HINTERGRUND

Erinnerung "Eine Kleinstadt will sich nicht erinnern" nannte Ursula Junk ihre 1987 für den Westdeutschen Rundfunk produzierte Hörfunk-Reportage, die in Wittlich schon allein wegen des Titels für Aufsehen sorgte.

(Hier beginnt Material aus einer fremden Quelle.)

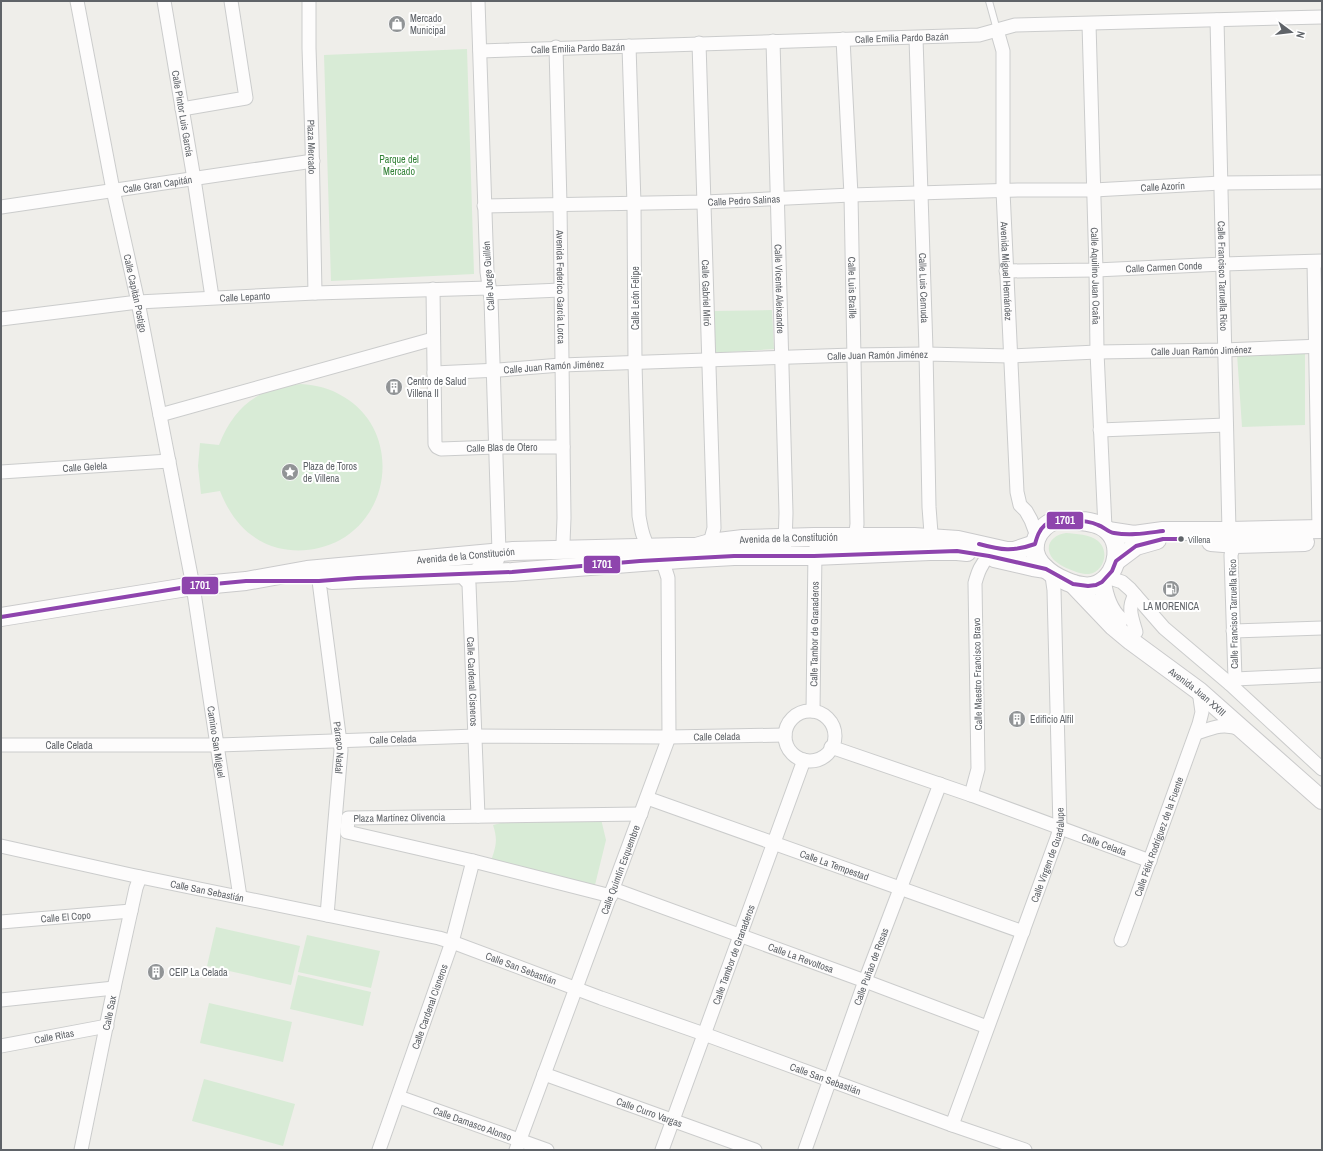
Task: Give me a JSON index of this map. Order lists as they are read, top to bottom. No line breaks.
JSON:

"Zum damaligen Zeitpunkt war jüdische Geschichte kein Thema in Wittlich", sagt Professor Reinhold Bohlen, Leiter des Emil-Frank-Instituts. Junks Radio-Beitrag blieb nicht ohne Wirkung, die Zeit war reif. Im Vorfeld des 50. Jahrestags der Reichspogromnacht (1938) hatten sich in der Kreisstadt bereits verschiedene Gruppen wie Pax Christi zusammengefunden, die für 1988 eine größere Gedenkveranstaltung als die regelmäßigen Mahnwachen planten. "Die Reportage hat uns dann den letzten Anstoß zur Gründung des Arbeitskreises ,Jüdische Gemeinde Wittlich' gegeben", sagt Franz-Josef Schmitt, eines der zwölf Gründungsmitglieder. Unter anderem trug der Arbeitskreis Adressen ehemaliger Wittlicher Juden zusammen und initiierte die Ausstellung "Jüdisches Leben in Wittlich" in der Synagoge. Auch Ursula Junk recherchierte weiter. 1992 sendete der WDR ihren Film "Es war ein Stück seines Herzens - Geschichte meines Schranks", in dem sie auch die Arbeit des Arbeitskreises vorstellte, auf dessen Initiative 1991 im Rahmen der 700-Jahr-Feier eine Gruppe ehemalige jüdischer Bürger ihre einstige Heimat besuchten. Auch der Name des 2000 eröffneten Emil-Frank-Instituts geht auf den Film zurück (der TV berichtete). Dass das Institut ein Prestige-Gewinn für die Stadt Wittlich ist, machen zahlreiche Nachkommen Wittlicher Juden deutlich: Hierhin wenden sie sich, um Schicksale von Verwandten zu klären oder Erinnerungsstücke für Ausstellungen zu übergeben. "Es wurde viel getan", sagt Bohlen. Wittlich erinnert sich. (scho)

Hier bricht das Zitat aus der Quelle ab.